[Work task]
After finding the line with "88,898 89,903 62,928" in the data below, set down exactly each line through the one with "322,46 302,77 294,80", inclusive, and stop there.

Stored data entries
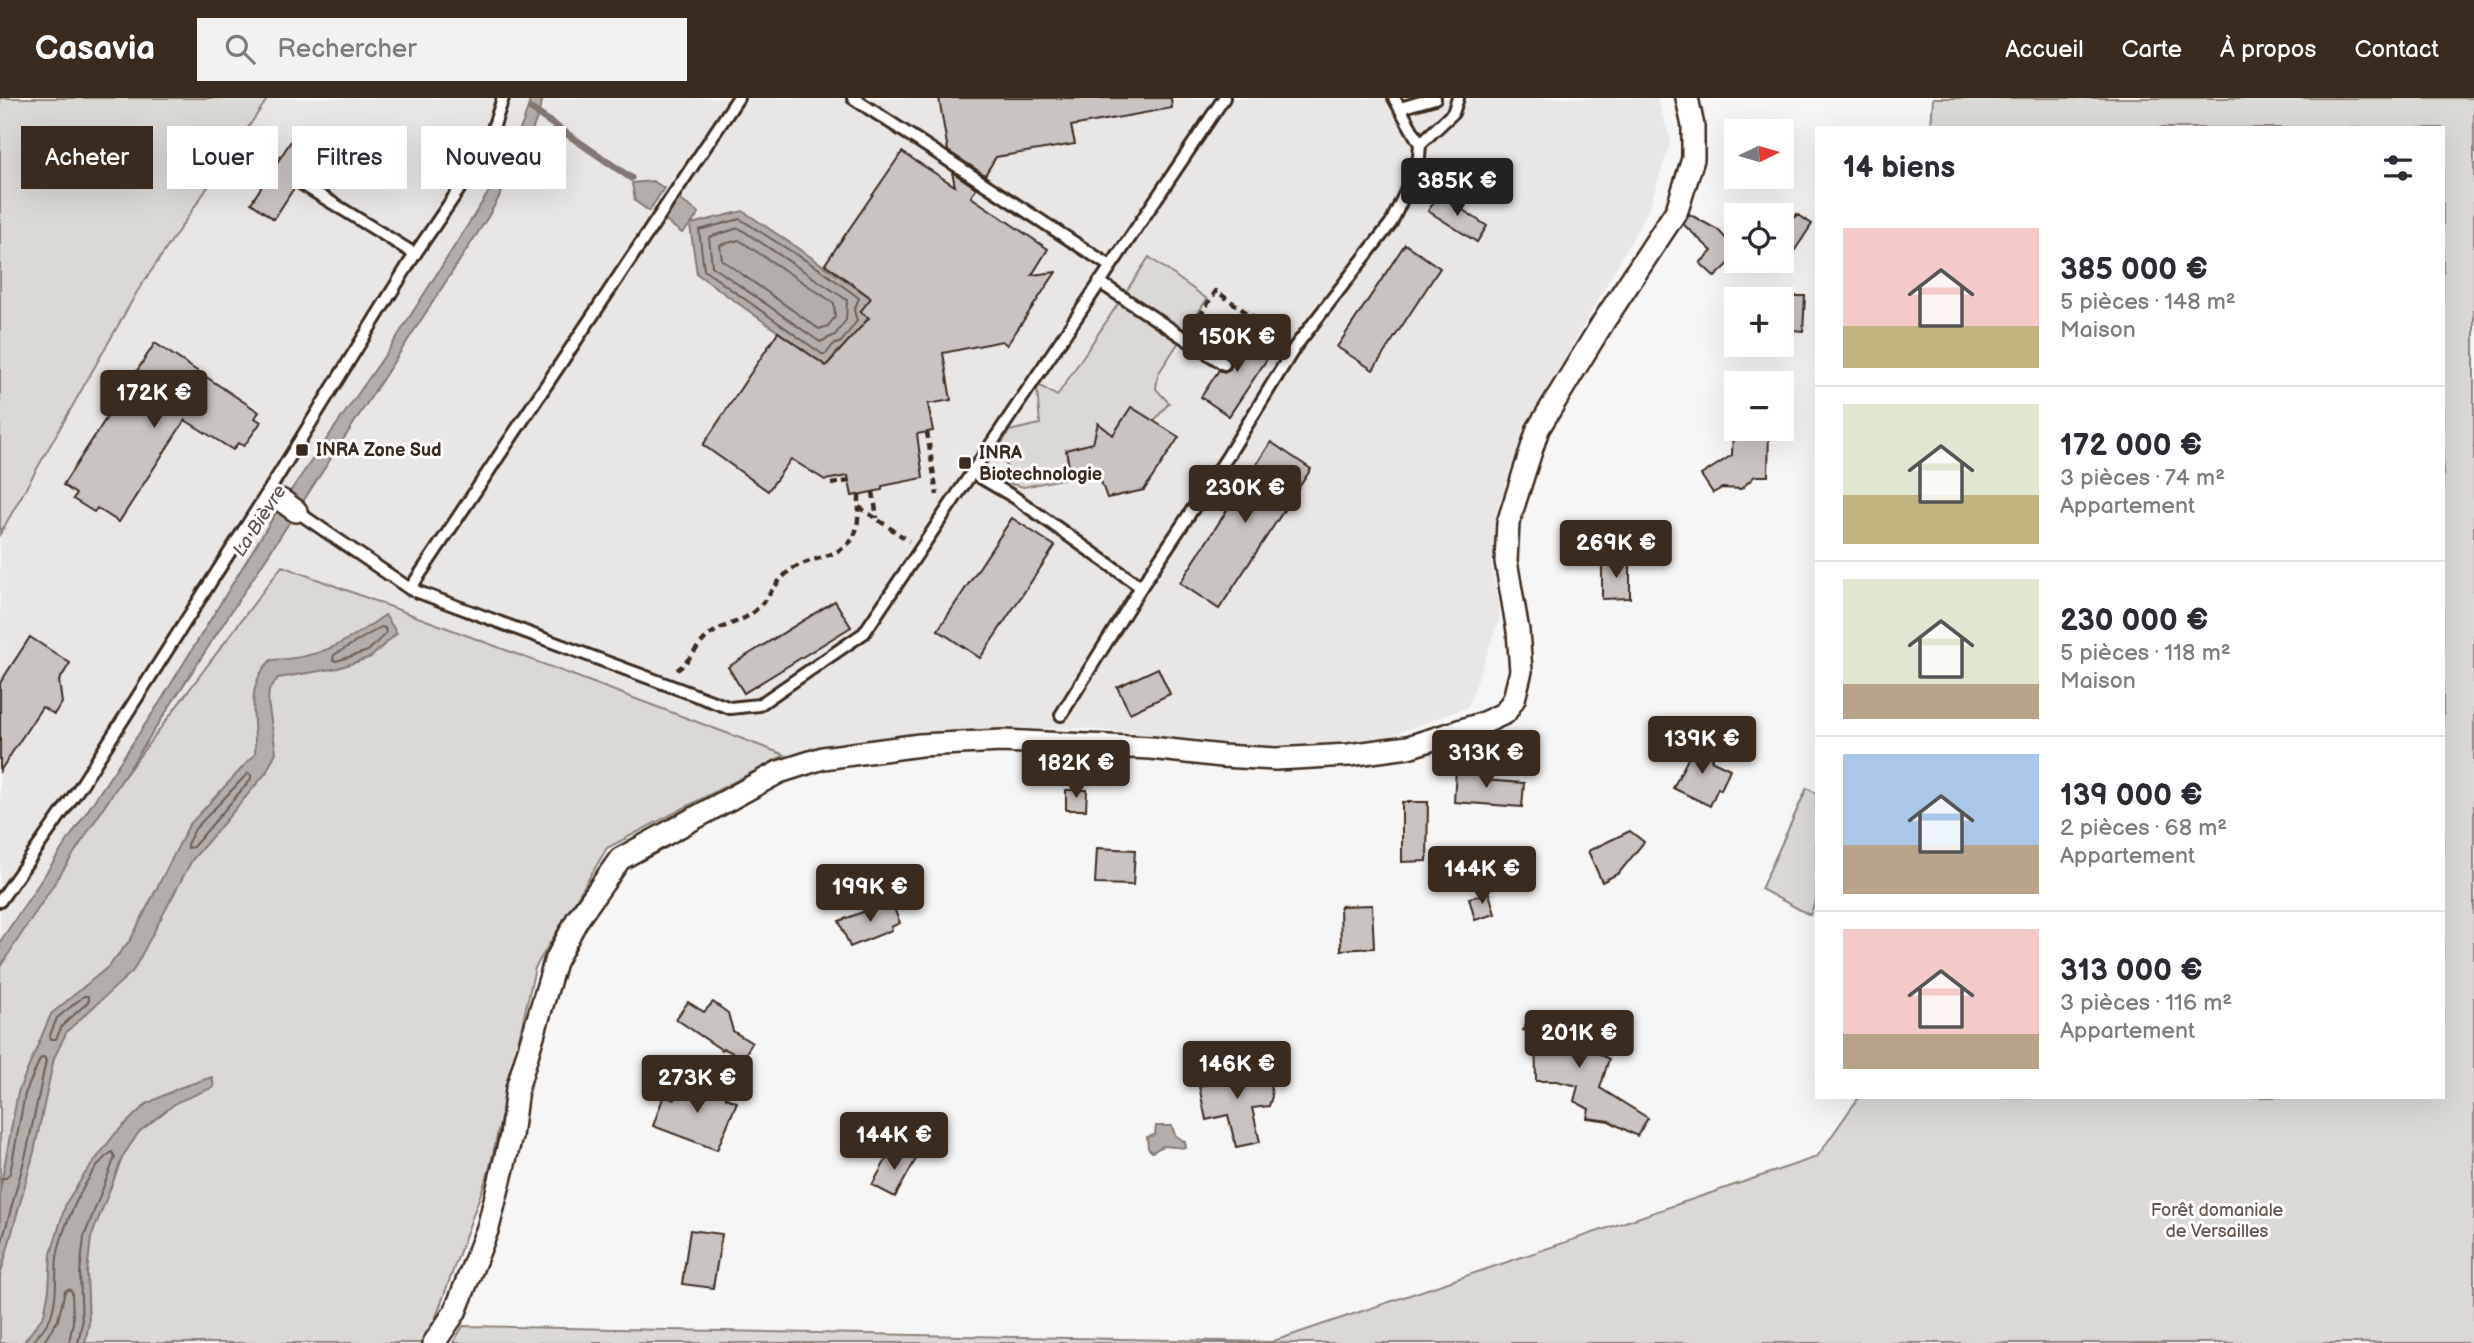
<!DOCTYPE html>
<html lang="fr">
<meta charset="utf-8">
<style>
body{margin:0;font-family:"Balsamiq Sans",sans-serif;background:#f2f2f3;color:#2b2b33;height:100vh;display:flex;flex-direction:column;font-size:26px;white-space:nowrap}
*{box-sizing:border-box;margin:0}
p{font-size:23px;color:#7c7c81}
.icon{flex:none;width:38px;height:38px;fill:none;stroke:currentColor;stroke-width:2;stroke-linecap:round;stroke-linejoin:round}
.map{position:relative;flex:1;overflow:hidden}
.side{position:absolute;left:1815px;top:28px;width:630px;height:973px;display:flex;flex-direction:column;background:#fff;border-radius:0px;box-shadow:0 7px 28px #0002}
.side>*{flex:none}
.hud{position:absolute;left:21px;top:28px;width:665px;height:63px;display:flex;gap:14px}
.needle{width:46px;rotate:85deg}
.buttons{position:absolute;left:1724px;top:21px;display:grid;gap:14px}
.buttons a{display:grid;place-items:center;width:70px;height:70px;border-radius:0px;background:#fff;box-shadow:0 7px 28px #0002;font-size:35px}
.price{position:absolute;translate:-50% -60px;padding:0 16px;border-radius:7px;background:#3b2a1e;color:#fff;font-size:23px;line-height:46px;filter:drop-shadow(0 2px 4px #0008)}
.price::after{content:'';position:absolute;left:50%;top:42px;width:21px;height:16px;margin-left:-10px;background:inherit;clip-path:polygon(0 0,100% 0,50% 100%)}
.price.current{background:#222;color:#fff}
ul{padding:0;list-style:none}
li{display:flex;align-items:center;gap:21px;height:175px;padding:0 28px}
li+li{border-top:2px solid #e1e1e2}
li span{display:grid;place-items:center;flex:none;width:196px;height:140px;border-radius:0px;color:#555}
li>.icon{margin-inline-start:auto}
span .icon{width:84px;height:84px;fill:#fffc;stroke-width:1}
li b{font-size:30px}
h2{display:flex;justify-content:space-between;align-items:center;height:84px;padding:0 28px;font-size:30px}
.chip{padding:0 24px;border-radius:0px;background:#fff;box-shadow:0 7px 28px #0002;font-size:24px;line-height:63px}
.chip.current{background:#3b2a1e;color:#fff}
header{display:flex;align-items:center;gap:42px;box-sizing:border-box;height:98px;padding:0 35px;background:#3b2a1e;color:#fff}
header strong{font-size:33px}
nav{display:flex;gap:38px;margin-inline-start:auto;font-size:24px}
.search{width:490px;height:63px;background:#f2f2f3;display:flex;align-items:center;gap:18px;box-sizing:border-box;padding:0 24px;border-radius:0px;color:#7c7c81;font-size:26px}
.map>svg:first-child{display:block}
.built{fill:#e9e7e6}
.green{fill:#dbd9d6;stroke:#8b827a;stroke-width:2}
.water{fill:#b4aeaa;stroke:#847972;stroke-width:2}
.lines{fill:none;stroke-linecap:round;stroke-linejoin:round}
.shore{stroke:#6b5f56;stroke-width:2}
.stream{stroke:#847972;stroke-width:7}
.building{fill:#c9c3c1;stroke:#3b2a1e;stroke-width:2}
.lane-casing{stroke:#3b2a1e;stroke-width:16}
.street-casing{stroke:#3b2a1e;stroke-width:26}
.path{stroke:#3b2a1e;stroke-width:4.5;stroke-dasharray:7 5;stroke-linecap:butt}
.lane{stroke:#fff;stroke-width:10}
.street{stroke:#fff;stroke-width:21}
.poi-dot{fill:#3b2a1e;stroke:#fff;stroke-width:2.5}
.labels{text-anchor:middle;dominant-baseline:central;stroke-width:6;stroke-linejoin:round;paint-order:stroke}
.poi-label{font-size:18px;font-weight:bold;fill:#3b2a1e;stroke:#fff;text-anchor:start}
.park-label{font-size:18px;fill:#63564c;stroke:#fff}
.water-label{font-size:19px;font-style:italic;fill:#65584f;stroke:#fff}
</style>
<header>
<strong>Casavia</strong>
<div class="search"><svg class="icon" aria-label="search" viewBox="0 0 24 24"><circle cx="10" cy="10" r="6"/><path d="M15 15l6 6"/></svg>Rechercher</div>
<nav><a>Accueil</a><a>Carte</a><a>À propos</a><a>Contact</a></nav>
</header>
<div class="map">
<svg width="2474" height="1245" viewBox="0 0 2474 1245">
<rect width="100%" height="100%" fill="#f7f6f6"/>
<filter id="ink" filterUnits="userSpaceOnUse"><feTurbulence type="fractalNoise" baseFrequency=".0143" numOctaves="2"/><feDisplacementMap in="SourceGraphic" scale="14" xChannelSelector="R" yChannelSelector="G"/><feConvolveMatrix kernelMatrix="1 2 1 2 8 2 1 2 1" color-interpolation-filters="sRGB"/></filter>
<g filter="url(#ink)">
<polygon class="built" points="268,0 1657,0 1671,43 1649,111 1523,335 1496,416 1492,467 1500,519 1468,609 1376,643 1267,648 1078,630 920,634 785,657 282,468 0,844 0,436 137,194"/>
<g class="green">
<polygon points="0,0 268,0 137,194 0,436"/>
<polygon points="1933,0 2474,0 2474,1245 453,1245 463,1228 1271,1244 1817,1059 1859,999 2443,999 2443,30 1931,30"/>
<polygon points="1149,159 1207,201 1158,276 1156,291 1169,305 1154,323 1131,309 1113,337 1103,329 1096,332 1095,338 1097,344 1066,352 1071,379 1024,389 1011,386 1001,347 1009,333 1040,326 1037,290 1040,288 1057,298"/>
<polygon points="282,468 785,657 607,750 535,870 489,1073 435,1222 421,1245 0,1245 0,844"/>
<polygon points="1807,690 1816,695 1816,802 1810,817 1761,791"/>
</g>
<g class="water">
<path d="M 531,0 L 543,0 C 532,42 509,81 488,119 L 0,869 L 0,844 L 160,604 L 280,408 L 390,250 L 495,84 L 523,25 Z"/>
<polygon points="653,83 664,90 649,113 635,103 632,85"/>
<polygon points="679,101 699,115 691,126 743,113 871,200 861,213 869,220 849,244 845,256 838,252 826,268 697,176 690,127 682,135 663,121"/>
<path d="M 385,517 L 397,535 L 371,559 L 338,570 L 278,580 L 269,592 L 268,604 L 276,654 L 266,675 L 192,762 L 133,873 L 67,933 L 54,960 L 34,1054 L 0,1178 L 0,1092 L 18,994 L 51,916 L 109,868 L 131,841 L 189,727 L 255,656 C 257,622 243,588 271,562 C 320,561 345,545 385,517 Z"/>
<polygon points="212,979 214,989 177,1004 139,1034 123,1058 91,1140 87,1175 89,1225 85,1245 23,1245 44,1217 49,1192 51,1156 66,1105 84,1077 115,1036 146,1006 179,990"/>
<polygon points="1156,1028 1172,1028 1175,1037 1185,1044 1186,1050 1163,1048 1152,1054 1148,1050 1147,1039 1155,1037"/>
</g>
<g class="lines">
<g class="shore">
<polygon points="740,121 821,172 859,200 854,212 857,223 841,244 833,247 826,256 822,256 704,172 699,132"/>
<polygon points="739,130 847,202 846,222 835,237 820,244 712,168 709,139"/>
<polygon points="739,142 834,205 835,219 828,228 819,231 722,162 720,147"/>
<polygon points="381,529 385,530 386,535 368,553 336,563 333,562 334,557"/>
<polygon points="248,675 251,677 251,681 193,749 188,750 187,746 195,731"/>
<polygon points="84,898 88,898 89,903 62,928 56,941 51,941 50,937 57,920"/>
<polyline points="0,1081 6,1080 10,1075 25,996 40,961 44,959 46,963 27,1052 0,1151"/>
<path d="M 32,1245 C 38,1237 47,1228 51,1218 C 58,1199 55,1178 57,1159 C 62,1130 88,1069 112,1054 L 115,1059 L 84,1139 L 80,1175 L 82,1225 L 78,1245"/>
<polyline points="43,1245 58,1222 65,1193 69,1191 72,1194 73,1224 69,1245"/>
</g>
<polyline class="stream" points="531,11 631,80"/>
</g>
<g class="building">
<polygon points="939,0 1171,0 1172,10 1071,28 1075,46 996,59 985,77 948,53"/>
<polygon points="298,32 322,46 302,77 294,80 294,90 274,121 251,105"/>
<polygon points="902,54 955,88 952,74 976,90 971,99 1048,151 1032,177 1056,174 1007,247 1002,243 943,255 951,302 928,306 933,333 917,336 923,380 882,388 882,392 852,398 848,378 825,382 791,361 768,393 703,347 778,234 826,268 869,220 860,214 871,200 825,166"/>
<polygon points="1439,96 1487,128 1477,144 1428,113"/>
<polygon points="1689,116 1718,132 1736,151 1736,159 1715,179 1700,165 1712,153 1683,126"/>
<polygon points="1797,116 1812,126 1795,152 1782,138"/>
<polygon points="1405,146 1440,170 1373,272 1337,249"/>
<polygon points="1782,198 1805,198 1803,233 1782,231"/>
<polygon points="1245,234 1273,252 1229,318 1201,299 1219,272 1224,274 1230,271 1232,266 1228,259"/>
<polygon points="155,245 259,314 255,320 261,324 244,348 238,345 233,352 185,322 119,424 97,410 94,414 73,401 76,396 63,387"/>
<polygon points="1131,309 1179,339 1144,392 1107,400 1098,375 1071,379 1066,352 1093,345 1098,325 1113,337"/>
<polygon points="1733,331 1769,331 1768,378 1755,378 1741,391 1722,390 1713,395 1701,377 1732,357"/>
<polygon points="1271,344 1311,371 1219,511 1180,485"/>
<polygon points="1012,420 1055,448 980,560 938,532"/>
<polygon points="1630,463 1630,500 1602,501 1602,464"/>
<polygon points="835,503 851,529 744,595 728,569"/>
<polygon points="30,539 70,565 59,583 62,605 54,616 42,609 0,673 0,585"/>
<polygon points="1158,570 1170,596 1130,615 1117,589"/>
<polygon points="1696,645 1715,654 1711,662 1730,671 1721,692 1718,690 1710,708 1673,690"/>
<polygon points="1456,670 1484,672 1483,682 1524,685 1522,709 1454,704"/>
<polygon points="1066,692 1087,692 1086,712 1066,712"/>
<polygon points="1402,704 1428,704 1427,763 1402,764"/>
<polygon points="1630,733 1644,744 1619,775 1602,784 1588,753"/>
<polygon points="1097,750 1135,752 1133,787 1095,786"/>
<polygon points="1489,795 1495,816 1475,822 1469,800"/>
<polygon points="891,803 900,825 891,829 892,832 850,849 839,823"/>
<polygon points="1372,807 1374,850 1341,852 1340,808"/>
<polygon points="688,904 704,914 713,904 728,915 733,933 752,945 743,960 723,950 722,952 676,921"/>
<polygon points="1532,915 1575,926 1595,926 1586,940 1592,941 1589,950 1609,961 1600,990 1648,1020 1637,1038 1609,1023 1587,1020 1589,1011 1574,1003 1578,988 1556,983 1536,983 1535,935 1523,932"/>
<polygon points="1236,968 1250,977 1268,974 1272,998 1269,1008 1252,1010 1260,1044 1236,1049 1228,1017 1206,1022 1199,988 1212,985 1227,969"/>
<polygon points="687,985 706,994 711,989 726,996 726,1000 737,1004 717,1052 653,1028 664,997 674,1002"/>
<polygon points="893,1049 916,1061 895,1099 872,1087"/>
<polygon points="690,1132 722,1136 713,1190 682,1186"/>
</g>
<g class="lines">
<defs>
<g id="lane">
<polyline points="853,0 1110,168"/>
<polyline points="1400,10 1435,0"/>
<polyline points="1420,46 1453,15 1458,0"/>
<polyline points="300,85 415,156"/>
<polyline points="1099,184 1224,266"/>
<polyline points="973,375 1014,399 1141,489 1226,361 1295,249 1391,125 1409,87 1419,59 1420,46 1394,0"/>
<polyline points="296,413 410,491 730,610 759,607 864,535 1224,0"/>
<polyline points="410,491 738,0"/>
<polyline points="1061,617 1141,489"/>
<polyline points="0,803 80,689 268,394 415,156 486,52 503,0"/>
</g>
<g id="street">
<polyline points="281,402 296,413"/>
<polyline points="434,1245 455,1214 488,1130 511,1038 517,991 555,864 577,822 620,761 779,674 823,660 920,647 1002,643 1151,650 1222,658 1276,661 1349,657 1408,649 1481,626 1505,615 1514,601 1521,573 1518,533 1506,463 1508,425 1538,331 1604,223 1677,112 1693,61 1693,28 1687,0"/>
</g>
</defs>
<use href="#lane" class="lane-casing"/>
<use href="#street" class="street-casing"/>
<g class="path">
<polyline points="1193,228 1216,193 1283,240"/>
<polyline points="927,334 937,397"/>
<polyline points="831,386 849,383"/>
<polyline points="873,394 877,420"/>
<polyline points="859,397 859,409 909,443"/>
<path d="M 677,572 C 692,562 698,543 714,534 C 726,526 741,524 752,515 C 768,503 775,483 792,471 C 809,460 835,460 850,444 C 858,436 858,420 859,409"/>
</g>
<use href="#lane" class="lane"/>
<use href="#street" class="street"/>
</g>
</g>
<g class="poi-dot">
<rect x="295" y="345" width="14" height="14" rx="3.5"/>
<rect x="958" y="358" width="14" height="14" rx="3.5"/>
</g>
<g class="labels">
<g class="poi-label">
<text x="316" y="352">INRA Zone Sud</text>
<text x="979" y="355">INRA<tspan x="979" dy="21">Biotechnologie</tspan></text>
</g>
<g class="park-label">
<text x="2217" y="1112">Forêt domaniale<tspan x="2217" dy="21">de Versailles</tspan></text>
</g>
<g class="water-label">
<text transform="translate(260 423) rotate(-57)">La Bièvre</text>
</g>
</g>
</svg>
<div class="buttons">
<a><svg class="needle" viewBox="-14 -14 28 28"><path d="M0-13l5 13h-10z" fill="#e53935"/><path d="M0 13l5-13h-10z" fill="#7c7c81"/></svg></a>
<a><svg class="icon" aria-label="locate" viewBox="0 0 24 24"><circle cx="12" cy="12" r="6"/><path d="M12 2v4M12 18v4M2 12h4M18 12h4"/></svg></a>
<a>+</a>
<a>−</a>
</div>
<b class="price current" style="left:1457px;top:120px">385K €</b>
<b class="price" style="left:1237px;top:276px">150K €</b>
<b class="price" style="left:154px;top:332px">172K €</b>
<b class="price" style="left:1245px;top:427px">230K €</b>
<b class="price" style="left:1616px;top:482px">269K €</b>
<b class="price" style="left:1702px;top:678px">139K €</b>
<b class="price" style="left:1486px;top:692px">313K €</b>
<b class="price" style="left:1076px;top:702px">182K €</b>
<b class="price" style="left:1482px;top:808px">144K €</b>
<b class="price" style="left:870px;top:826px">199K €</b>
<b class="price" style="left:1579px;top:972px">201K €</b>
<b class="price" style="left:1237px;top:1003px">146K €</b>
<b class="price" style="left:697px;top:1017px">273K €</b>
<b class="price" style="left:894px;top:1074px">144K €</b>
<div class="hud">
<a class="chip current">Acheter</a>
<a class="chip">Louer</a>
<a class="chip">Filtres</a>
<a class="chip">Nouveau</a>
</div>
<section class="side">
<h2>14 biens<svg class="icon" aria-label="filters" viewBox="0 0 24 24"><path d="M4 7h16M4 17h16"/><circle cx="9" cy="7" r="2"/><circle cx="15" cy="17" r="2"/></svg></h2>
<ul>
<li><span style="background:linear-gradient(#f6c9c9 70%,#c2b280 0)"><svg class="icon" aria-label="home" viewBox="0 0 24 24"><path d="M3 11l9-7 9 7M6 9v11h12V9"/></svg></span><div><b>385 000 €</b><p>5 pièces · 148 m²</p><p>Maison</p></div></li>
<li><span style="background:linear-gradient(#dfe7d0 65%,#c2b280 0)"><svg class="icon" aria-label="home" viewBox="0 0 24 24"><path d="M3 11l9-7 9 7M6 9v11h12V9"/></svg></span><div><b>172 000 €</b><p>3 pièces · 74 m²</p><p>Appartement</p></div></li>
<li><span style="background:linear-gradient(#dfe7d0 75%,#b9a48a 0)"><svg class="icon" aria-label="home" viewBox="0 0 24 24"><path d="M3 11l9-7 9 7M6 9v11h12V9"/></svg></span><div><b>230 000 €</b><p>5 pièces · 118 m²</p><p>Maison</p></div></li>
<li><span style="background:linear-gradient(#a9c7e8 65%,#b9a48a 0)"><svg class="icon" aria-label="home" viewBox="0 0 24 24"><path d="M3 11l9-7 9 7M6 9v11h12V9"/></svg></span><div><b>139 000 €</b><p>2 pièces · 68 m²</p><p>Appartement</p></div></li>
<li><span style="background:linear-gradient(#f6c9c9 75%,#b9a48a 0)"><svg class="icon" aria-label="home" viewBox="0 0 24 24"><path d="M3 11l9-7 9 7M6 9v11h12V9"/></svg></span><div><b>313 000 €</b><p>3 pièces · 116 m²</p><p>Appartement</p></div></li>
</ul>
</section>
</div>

[Task response]
<polygon points="84,898 88,898 89,903 62,928 56,941 51,941 50,937 57,920"/>
<polyline points="0,1081 6,1080 10,1075 25,996 40,961 44,959 46,963 27,1052 0,1151"/>
<path d="M 32,1245 C 38,1237 47,1228 51,1218 C 58,1199 55,1178 57,1159 C 62,1130 88,1069 112,1054 L 115,1059 L 84,1139 L 80,1175 L 82,1225 L 78,1245"/>
<polyline points="43,1245 58,1222 65,1193 69,1191 72,1194 73,1224 69,1245"/>
</g>
<polyline class="stream" points="531,11 631,80"/>
</g>
<g class="building">
<polygon points="939,0 1171,0 1172,10 1071,28 1075,46 996,59 985,77 948,53"/>
<polygon points="298,32 322,46 302,77 294,80 294,90 274,121 251,105"/>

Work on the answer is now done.